**Exercise objective:** If a line below includes the string "background", copy it.

**Extracted records:**
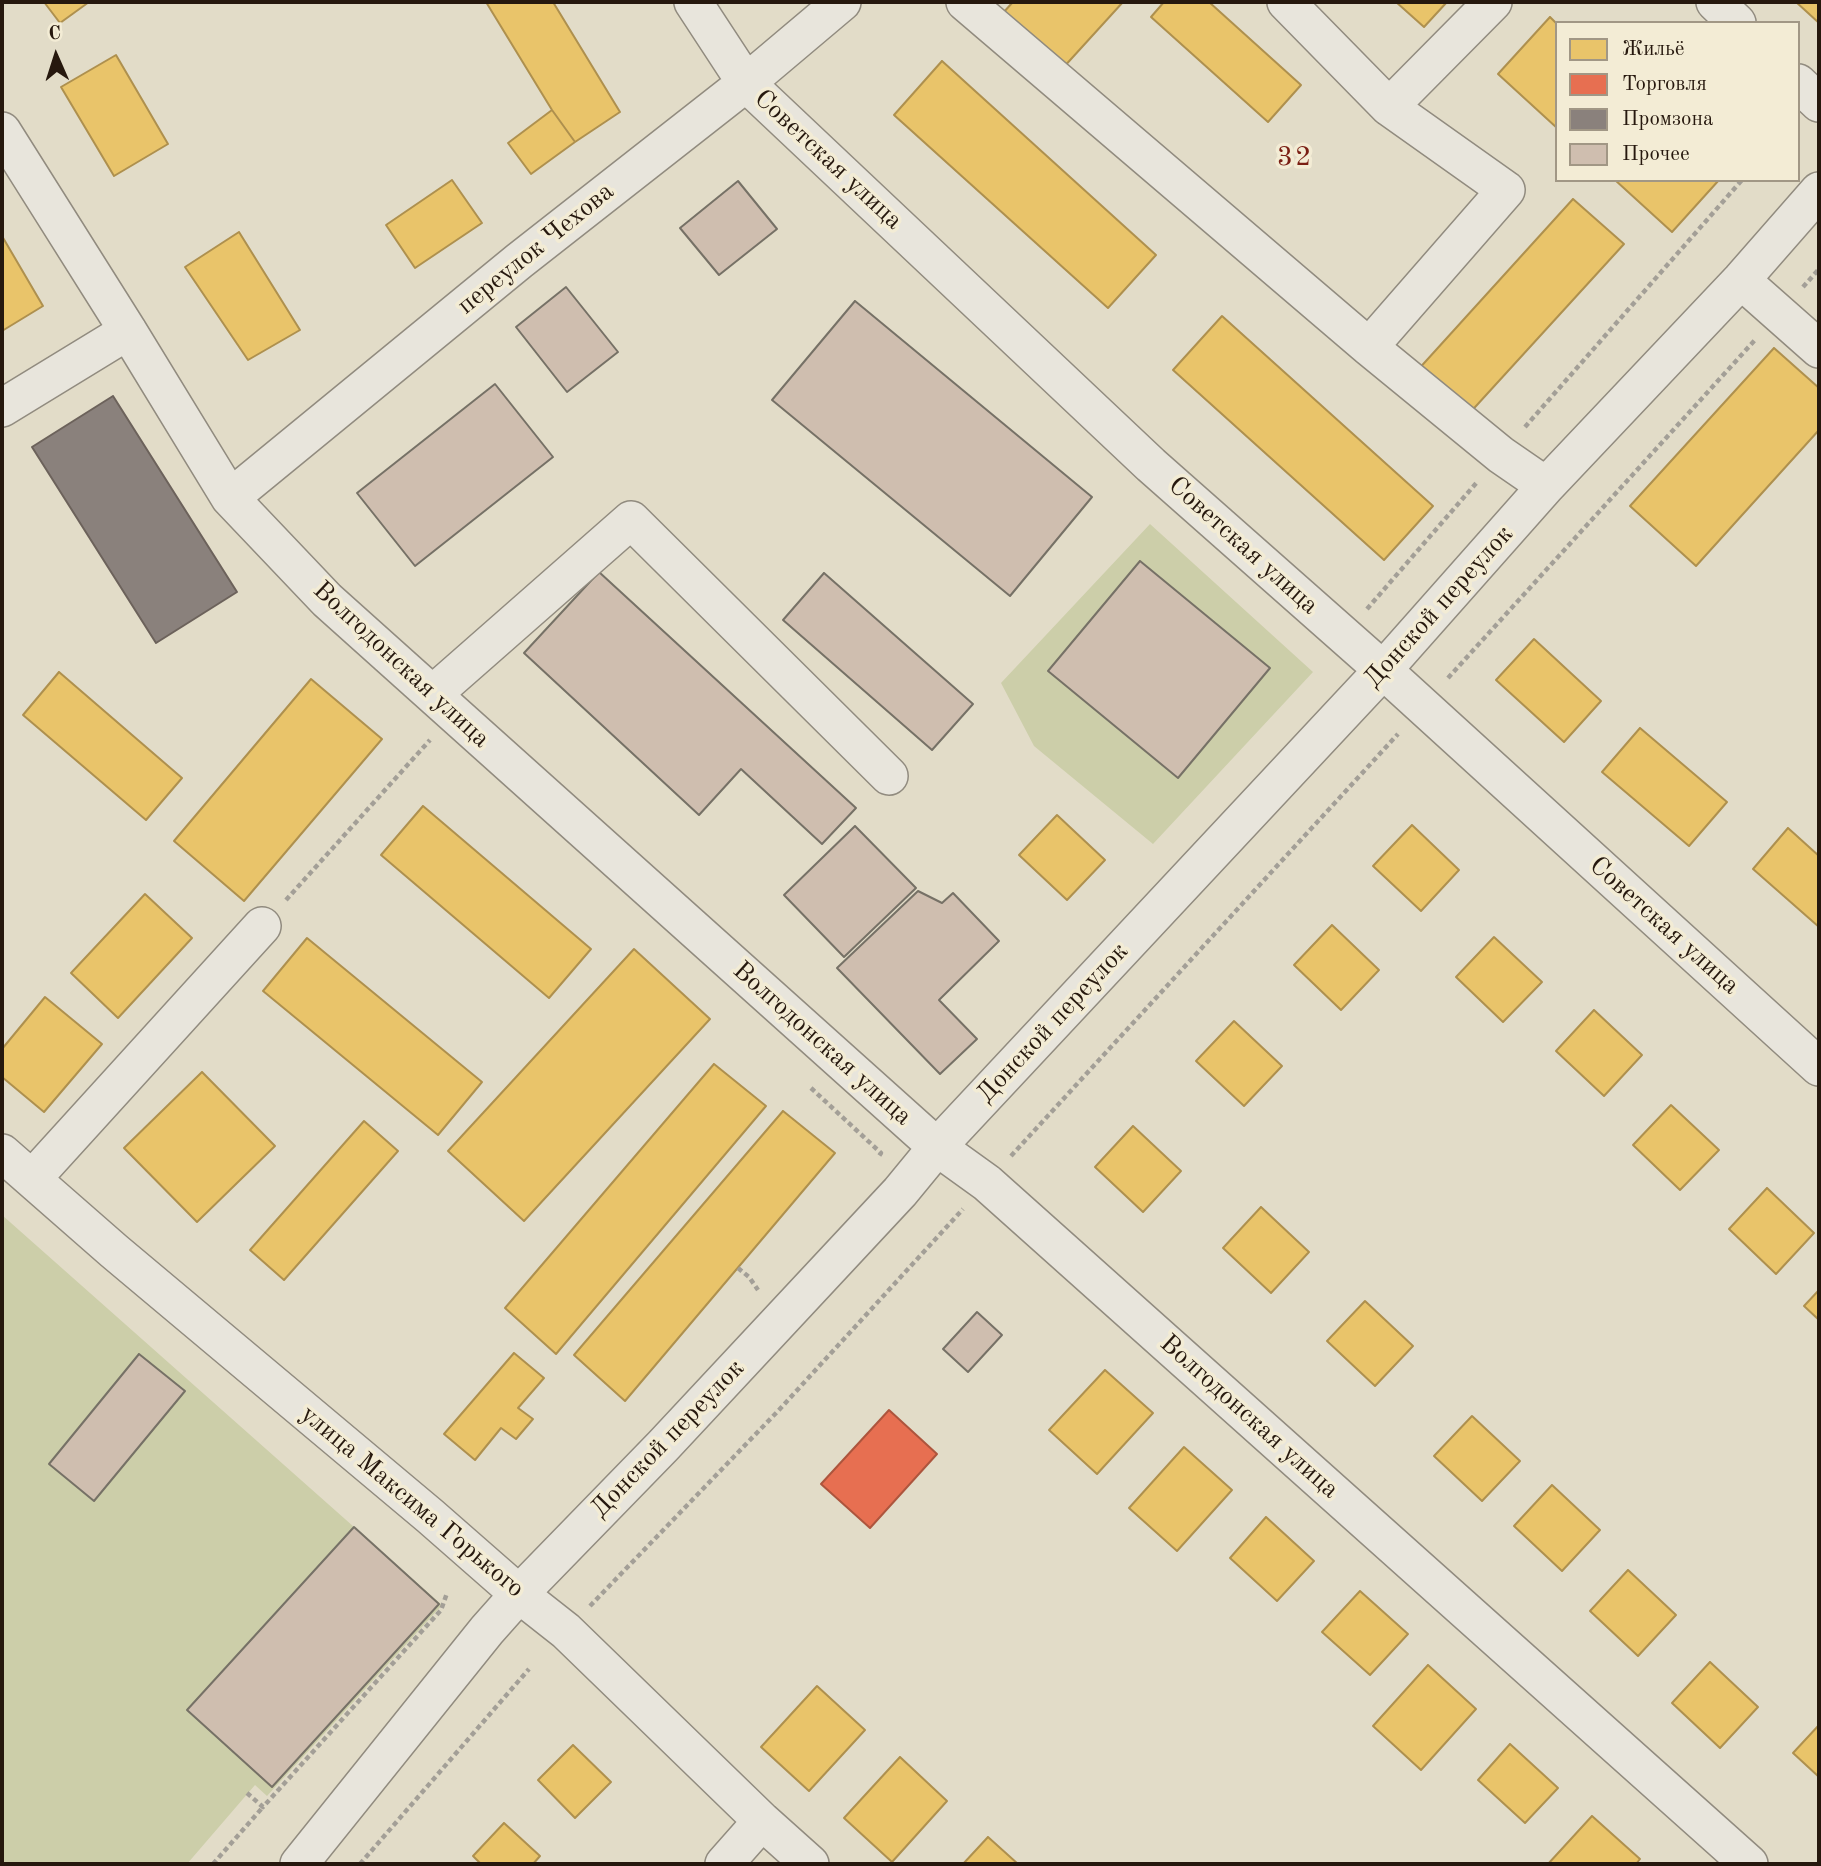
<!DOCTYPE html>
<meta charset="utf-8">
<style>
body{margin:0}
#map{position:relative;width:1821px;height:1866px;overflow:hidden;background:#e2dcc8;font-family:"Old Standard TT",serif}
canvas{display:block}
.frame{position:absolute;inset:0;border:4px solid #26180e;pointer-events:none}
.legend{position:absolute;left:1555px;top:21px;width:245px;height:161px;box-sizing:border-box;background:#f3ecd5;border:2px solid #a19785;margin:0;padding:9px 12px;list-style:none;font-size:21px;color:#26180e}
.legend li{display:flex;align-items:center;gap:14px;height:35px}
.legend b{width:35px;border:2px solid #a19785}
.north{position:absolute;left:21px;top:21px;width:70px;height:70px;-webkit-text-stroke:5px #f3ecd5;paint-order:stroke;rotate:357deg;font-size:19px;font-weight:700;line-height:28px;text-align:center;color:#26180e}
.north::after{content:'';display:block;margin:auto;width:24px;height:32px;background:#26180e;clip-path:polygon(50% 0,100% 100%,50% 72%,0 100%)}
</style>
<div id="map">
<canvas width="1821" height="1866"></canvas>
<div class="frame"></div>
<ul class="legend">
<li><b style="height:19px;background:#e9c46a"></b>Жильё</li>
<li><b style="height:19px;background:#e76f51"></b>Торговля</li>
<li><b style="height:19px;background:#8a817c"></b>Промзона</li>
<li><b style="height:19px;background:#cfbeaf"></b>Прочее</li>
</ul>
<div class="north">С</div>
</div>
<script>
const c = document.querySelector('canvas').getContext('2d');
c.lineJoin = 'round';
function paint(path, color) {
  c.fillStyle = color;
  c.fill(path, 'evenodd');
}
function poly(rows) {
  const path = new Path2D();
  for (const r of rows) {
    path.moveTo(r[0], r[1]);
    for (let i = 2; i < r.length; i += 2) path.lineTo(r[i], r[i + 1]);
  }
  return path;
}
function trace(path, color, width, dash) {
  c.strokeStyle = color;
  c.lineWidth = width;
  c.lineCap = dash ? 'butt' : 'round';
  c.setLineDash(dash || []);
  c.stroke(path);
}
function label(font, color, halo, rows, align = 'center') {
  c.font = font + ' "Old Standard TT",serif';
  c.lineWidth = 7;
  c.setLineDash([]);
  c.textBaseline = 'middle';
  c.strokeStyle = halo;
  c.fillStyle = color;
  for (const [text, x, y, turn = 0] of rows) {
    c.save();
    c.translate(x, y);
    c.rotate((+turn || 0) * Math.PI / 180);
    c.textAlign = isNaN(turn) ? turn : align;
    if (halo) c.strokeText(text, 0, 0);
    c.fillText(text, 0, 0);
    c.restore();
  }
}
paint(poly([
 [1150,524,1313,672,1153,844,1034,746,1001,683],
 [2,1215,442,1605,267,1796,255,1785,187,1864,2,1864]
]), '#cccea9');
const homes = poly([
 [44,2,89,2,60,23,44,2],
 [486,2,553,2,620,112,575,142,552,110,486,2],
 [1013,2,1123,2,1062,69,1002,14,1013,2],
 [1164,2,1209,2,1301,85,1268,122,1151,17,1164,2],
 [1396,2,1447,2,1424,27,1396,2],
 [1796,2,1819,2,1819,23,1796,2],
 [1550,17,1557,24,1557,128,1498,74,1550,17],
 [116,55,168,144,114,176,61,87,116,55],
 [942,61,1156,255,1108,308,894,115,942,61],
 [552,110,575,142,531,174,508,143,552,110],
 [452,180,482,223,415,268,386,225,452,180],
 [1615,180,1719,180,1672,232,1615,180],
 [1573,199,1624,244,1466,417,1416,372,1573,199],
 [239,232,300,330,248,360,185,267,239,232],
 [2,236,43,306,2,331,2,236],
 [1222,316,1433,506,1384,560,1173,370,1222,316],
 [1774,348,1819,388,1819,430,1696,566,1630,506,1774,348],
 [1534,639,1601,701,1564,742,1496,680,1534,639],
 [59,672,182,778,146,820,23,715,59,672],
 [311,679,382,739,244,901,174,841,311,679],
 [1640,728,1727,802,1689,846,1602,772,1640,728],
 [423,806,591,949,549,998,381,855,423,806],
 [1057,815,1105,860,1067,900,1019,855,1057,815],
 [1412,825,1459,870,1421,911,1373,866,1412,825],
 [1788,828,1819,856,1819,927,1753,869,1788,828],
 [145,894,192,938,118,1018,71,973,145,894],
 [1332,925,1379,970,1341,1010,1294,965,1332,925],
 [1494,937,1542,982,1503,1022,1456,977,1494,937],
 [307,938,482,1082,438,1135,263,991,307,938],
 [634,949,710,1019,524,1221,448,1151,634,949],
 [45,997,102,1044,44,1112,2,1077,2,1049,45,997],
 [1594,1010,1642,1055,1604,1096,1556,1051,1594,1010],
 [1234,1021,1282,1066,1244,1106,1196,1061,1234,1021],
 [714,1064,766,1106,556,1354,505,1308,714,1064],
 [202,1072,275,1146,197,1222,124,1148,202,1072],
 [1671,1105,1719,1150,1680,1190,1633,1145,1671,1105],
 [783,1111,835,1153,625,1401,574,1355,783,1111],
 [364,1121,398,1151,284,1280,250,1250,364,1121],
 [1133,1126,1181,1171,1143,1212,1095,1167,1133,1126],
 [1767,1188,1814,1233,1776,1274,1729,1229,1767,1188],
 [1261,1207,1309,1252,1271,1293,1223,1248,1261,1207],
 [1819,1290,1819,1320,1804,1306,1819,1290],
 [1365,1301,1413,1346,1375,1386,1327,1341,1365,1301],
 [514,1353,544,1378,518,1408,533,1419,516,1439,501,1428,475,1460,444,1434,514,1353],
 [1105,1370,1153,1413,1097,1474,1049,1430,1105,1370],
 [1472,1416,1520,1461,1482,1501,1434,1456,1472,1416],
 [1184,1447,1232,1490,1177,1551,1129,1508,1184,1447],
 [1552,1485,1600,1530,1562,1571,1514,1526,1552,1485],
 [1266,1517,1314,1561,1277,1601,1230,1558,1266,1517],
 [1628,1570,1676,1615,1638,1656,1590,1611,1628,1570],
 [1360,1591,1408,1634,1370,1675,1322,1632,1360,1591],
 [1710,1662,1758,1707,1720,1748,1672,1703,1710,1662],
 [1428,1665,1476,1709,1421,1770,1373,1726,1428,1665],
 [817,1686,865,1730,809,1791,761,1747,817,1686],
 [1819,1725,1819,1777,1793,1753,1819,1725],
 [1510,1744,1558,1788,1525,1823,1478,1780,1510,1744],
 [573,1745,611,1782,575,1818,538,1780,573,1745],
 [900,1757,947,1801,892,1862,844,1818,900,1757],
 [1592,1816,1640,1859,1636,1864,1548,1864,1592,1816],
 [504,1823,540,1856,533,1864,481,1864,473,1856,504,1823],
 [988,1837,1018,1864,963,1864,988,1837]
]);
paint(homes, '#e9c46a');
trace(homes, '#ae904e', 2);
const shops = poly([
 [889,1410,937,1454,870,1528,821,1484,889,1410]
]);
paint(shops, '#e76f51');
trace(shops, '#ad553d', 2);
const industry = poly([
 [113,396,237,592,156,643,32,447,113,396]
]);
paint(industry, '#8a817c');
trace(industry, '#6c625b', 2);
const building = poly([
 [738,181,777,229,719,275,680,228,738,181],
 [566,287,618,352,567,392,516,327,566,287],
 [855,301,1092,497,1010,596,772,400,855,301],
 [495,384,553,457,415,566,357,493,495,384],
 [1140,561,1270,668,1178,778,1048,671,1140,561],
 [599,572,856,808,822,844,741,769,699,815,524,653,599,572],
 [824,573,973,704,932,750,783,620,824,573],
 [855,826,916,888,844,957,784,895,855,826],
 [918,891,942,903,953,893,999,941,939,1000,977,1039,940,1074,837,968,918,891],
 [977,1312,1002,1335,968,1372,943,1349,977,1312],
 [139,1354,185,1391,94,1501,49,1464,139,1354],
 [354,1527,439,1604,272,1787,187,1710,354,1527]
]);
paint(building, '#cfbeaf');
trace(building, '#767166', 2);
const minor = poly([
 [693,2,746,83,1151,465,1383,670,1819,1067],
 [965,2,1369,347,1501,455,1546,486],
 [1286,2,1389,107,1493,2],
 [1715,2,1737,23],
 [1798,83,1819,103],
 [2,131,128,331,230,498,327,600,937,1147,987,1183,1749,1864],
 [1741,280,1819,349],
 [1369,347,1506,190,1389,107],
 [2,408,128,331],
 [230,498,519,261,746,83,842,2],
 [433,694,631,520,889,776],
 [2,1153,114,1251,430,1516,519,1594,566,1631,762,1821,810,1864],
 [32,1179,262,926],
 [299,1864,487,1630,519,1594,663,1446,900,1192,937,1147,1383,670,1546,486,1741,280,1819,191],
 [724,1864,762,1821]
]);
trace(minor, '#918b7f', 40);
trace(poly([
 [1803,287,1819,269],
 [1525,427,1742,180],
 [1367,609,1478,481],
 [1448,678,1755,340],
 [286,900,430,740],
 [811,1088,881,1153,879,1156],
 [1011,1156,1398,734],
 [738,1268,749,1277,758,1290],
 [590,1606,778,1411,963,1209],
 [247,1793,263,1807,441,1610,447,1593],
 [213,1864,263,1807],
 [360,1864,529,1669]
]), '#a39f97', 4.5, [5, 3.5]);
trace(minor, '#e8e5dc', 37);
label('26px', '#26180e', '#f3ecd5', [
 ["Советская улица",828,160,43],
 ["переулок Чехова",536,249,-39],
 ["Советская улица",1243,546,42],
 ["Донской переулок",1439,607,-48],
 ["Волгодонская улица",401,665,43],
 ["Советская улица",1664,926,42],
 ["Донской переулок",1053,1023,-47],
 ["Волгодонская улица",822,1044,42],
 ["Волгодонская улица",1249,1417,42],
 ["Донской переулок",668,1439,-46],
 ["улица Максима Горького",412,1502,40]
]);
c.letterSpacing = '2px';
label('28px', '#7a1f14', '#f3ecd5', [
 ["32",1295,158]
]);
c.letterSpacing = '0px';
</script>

**Result:**
#map{position:relative;width:1821px;height:1866px;overflow:hidden;background:#e2dcc8;font-family:"Old Standard TT",serif}
.legend{position:absolute;left:1555px;top:21px;width:245px;height:161px;box-sizing:border-box;background:#f3ecd5;border:2px solid #a19785;margin:0;padding:9px 12px;list-style:none;font-size:21px;color:#26180e}
.north::after{content:'';display:block;margin:auto;width:24px;height:32px;background:#26180e;clip-path:polygon(50% 0,100% 100%,50% 72%,0 100%)}
<li><b style="height:19px;background:#e9c46a"></b>Жильё</li>
<li><b style="height:19px;background:#e76f51"></b>Торговля</li>
<li><b style="height:19px;background:#8a817c"></b>Промзона</li>
<li><b style="height:19px;background:#cfbeaf"></b>Прочее</li>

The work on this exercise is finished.